Colonic Volvulus: Not Only a Disease of the Elderly

Introduction: Colonic volvulus is a rare cause of intestinal obstruction typically described in the elderly. The purpose of this study was to evaluate a single institution twenty-year experience with volvulus and to compare differences between age groups.

Methods: This study describes a retrospective review of all adult patients who were evaluated for colonic volvulus between 1988 and 2008. Data are expressed as mean (SD). Chi squared was used for proportions, p<0.05 significant.

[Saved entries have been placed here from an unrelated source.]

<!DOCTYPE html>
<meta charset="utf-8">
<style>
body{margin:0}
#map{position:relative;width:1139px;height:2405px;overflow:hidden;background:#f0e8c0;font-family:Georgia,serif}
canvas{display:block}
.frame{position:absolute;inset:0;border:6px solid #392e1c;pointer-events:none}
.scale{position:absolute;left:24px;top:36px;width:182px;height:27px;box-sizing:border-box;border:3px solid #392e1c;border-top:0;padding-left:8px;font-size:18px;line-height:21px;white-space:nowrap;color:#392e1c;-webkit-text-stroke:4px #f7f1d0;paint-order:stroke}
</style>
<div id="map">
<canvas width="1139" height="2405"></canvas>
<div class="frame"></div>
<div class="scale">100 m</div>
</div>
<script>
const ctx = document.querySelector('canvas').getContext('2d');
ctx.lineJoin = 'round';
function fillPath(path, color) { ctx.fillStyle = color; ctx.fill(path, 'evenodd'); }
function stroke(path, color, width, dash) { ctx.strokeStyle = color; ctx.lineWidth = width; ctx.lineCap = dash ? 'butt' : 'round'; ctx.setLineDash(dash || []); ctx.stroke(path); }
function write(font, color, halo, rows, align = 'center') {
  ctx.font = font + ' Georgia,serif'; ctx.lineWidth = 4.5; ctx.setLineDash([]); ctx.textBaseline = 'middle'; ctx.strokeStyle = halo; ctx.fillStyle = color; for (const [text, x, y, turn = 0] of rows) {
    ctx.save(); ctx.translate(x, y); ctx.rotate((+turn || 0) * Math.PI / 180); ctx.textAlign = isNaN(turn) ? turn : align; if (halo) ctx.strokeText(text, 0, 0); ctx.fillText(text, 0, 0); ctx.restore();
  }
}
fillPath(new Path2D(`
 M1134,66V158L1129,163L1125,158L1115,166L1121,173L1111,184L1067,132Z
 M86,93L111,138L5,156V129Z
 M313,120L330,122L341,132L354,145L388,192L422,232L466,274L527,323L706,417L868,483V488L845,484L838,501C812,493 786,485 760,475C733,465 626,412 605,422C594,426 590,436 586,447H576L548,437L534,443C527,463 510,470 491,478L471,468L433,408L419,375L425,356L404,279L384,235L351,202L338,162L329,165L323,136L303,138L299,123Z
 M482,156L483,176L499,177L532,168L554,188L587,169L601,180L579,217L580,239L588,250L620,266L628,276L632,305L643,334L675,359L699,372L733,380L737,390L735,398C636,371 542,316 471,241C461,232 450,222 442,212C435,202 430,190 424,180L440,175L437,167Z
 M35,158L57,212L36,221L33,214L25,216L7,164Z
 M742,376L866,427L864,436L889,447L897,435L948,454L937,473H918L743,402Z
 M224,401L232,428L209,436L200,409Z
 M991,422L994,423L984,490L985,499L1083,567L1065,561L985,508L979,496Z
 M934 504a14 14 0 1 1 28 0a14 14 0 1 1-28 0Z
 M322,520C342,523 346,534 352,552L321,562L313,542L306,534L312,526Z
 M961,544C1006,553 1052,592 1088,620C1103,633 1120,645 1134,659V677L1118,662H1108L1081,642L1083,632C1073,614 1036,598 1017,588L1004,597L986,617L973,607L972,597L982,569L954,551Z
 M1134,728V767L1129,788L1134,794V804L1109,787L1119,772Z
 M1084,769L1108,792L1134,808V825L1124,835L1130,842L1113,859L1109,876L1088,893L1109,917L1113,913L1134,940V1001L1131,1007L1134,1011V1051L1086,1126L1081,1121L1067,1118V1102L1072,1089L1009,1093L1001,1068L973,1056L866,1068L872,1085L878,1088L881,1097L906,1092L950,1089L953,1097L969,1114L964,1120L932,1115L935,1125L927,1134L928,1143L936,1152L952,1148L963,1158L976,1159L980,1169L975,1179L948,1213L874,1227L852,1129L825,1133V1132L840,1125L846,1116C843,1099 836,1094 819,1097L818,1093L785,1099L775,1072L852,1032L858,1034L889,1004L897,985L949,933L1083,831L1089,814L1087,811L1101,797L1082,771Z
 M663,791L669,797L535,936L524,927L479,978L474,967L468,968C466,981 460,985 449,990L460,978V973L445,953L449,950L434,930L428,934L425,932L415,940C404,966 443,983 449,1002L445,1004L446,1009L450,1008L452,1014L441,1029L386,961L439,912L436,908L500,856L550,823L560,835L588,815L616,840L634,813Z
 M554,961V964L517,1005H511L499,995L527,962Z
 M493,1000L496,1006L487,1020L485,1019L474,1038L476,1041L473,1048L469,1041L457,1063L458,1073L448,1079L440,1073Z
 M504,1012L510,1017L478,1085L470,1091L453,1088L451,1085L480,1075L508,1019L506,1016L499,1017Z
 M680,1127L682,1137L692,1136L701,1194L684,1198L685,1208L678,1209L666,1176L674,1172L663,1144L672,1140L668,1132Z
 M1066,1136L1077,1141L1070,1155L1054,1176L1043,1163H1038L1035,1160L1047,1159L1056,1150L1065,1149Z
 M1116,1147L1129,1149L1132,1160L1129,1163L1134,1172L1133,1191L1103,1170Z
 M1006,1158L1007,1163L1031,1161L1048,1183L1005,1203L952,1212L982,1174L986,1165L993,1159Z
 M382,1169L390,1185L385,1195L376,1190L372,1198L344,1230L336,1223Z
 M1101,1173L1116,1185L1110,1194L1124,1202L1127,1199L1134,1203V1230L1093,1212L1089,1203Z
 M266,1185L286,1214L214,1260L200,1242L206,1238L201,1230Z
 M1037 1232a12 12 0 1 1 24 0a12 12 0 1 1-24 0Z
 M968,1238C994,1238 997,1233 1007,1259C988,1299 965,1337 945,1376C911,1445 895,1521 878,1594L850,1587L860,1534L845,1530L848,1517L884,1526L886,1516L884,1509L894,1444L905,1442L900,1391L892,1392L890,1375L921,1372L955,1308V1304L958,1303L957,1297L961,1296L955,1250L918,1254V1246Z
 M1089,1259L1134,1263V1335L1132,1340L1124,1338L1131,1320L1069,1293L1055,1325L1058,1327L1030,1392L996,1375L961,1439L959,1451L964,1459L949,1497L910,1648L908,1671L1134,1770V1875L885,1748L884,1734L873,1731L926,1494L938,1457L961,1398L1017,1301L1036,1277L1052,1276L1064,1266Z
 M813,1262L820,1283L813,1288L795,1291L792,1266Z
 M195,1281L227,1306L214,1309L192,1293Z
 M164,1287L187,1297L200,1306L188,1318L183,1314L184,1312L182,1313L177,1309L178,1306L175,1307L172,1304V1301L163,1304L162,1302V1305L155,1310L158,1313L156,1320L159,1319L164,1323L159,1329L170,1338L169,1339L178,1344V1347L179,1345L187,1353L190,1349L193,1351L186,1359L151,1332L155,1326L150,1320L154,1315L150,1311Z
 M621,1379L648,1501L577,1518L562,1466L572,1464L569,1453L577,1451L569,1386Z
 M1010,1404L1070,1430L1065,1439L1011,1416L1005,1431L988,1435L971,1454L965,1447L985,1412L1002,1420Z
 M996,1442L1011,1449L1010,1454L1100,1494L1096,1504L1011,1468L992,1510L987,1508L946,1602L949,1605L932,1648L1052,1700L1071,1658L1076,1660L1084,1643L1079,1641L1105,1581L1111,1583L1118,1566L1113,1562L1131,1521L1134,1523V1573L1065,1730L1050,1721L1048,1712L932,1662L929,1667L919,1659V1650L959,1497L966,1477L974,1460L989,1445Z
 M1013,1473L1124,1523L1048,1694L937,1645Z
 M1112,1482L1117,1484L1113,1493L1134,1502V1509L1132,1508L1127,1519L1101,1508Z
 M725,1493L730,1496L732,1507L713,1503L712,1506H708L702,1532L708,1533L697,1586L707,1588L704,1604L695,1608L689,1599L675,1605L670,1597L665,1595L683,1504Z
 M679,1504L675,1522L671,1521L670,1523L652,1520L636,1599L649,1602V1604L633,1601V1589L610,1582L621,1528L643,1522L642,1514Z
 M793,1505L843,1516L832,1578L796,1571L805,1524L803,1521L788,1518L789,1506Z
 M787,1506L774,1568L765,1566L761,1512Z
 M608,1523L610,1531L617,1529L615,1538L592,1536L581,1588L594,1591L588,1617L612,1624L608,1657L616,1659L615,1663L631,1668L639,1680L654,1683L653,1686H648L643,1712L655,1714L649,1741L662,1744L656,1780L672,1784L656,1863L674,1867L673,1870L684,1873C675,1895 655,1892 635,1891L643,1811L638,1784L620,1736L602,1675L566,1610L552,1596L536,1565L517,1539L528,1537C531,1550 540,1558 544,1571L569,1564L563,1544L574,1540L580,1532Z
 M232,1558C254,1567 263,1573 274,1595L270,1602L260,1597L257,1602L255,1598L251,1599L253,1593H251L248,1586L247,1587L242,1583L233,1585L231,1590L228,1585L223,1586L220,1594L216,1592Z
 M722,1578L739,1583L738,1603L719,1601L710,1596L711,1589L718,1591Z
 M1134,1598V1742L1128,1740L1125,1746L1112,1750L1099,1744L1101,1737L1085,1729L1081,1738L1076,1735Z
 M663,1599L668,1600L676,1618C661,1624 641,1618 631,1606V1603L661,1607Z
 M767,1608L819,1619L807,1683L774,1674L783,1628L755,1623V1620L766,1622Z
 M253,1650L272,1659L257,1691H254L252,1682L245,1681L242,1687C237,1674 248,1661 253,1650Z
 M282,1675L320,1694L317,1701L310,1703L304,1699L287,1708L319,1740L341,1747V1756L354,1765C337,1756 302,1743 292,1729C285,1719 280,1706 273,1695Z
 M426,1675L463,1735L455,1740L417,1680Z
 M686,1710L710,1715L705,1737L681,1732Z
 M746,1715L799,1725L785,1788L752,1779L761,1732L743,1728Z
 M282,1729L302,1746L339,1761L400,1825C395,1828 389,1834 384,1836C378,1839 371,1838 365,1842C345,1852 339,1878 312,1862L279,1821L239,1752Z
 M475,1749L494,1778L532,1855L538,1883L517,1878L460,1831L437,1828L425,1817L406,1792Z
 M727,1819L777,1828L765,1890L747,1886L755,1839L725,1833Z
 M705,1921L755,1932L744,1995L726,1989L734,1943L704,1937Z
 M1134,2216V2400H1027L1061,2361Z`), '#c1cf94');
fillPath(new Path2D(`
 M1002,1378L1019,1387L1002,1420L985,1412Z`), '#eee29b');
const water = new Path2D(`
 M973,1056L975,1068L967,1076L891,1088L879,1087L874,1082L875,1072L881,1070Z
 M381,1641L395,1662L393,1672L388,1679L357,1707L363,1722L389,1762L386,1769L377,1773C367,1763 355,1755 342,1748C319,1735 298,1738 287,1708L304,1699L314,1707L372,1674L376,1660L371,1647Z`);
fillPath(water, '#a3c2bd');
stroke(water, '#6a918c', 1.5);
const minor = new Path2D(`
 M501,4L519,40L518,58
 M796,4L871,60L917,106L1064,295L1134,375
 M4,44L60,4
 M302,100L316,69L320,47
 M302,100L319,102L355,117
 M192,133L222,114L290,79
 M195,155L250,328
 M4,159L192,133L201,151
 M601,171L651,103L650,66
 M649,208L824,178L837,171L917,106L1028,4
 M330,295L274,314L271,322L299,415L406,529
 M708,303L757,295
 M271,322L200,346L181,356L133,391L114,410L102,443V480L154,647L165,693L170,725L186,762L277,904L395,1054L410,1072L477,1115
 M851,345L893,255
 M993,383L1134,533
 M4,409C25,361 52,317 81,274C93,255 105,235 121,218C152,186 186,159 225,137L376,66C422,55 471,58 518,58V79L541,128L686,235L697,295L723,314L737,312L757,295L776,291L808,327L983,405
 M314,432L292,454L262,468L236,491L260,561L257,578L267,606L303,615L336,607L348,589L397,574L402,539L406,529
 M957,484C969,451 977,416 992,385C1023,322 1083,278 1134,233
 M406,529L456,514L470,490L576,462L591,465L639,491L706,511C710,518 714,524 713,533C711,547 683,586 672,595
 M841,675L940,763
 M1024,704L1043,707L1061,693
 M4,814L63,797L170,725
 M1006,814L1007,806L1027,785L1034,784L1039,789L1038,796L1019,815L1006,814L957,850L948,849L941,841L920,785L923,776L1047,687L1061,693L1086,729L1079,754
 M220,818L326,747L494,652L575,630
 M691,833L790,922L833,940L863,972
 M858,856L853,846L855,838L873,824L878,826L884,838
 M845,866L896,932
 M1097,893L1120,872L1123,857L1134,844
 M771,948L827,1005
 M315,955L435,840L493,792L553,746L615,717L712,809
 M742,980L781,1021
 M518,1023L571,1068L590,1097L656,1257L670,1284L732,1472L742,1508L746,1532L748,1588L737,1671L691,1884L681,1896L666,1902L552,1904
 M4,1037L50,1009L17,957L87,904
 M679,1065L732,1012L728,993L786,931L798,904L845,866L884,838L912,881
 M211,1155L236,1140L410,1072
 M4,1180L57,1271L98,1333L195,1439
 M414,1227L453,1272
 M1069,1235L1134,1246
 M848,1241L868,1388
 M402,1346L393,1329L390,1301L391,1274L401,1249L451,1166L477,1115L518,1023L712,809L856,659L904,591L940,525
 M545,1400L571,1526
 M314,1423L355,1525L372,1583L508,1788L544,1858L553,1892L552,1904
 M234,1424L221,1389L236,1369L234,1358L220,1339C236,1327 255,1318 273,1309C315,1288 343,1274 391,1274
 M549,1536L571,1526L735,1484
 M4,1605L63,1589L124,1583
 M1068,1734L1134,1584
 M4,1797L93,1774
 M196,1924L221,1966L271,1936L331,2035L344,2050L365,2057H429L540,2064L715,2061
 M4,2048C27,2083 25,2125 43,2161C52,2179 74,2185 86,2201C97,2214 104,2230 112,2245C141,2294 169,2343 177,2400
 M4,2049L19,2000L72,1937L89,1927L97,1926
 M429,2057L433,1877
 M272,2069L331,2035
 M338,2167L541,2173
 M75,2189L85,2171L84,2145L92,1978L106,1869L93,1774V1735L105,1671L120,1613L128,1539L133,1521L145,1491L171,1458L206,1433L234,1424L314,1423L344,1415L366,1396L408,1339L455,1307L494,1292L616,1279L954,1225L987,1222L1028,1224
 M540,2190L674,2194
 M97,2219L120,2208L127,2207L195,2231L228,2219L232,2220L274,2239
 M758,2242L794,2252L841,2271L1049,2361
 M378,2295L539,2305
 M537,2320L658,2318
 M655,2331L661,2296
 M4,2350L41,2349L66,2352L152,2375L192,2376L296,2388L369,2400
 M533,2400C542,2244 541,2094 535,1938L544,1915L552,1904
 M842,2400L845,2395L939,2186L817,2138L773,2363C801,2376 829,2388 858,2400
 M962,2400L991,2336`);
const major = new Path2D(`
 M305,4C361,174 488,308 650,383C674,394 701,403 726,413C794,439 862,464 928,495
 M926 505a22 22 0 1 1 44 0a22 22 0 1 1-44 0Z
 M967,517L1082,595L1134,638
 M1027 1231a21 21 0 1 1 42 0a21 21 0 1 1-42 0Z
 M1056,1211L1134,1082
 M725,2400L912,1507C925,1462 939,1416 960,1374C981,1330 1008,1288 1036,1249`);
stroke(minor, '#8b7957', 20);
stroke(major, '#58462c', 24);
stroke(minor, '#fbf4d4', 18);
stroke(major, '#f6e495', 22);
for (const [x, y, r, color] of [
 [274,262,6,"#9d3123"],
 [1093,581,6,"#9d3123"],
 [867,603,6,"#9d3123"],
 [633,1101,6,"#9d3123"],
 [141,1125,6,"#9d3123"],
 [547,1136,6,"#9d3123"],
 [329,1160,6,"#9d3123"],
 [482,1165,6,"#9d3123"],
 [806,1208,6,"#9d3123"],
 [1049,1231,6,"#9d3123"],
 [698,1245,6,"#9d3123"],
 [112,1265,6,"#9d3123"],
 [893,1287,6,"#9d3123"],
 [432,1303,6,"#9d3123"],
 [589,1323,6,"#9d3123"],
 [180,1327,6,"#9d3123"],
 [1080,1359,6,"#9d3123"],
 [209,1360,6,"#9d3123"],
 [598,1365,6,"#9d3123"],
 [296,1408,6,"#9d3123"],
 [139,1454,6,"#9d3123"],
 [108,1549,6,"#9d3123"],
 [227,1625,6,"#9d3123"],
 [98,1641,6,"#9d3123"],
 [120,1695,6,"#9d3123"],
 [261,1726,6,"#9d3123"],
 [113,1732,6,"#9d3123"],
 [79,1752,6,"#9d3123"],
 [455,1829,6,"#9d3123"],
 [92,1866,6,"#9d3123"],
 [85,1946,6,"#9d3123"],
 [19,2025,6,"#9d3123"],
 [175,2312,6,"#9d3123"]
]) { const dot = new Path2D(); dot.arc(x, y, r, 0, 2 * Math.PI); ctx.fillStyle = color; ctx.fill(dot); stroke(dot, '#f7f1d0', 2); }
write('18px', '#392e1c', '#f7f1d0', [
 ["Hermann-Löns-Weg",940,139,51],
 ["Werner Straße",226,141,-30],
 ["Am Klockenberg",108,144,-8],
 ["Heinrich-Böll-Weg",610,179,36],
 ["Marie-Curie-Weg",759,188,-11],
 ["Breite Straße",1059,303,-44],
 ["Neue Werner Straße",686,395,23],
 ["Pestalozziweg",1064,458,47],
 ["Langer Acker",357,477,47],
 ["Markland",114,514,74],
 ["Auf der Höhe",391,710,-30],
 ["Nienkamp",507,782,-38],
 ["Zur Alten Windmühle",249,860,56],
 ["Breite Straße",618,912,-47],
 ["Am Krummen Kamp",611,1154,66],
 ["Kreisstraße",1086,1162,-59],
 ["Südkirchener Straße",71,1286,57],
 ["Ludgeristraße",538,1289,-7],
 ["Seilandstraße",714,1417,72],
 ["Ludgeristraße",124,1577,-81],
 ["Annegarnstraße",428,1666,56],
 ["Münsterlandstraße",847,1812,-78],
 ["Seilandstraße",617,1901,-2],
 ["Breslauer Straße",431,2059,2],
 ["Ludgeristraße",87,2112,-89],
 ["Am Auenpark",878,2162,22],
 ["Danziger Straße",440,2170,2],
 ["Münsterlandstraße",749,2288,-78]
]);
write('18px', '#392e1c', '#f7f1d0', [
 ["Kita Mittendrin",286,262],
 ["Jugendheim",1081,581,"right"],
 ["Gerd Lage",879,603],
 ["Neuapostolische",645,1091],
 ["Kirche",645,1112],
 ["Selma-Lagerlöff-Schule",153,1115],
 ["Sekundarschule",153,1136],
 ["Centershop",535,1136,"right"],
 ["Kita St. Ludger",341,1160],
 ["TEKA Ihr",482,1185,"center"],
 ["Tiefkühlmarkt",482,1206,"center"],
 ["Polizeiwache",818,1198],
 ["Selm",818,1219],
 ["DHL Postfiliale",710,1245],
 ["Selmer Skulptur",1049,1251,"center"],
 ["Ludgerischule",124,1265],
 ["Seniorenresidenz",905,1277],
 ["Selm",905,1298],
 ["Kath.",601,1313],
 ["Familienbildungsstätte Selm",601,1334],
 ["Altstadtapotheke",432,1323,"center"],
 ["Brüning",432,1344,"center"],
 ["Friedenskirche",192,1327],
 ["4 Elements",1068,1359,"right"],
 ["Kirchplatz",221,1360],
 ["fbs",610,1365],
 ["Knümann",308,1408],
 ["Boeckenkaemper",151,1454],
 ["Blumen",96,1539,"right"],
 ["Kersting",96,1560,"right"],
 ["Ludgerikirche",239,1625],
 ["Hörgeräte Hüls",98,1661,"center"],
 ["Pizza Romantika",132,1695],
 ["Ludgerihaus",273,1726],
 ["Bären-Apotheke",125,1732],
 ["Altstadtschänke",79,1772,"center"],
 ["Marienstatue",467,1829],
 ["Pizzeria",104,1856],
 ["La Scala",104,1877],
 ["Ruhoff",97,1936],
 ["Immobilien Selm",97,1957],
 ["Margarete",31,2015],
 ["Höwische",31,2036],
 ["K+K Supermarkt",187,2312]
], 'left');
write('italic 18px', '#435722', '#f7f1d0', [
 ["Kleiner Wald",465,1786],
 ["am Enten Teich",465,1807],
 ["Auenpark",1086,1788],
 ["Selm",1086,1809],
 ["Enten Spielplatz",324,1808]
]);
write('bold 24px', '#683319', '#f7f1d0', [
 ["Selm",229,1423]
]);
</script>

Results: 76 patients were evaluated, 53% were male. Mean age was 71 (17), ASA was 2.7 (1), and Charlson Comorbidity Index was 2 (2). 71% of patients presented with sigmoid volvulus while 24% had cecal volvulus and 4% had transverse colon volvulus. Overall mortality was 22% and there was a 54% complication rate. Mortality was 16% for cecal volvulus (n=3), 19% for sigmoid volvulus (n=13) and 33% for transverse colon volvulus (n=1). Average hospital stay was 17 (8) days. 58 patients (76%) were treated surgically, 12 (16%) by colonoscopic or radiologic decompression only, and 6 patients (8%) had no treatment or simple placement of a rectal tube. Interestingly, 34% of patients (n=26) were 65 and younger, and 3 patients were in their twenties. Patients >65 had a higher complication (64% vs 38%, p=0.05) and mortality (30% vs 8%, p=0.04) rate but also had a higher comorbidity index (2.6 vs 0.6, p<0.01). 68% of patients > 65 underwent surgery while 88% of patients 65 and younger underwent surgery. There was not a significantly higher proportion of patients with cecal volvulus in patients 65 and younger (31% vs 20% p=0.4). Mean age for cecal volvulus was 68 and for sigmoid volvulus was 73.

Conclusion: Colonic volvulus should be considered as a cause of large bowel obstruction in patients of any age. While cecal volvulus is typically described in younger patients, age of presentation in this dataset was not significantly different from sigmoid volvulus.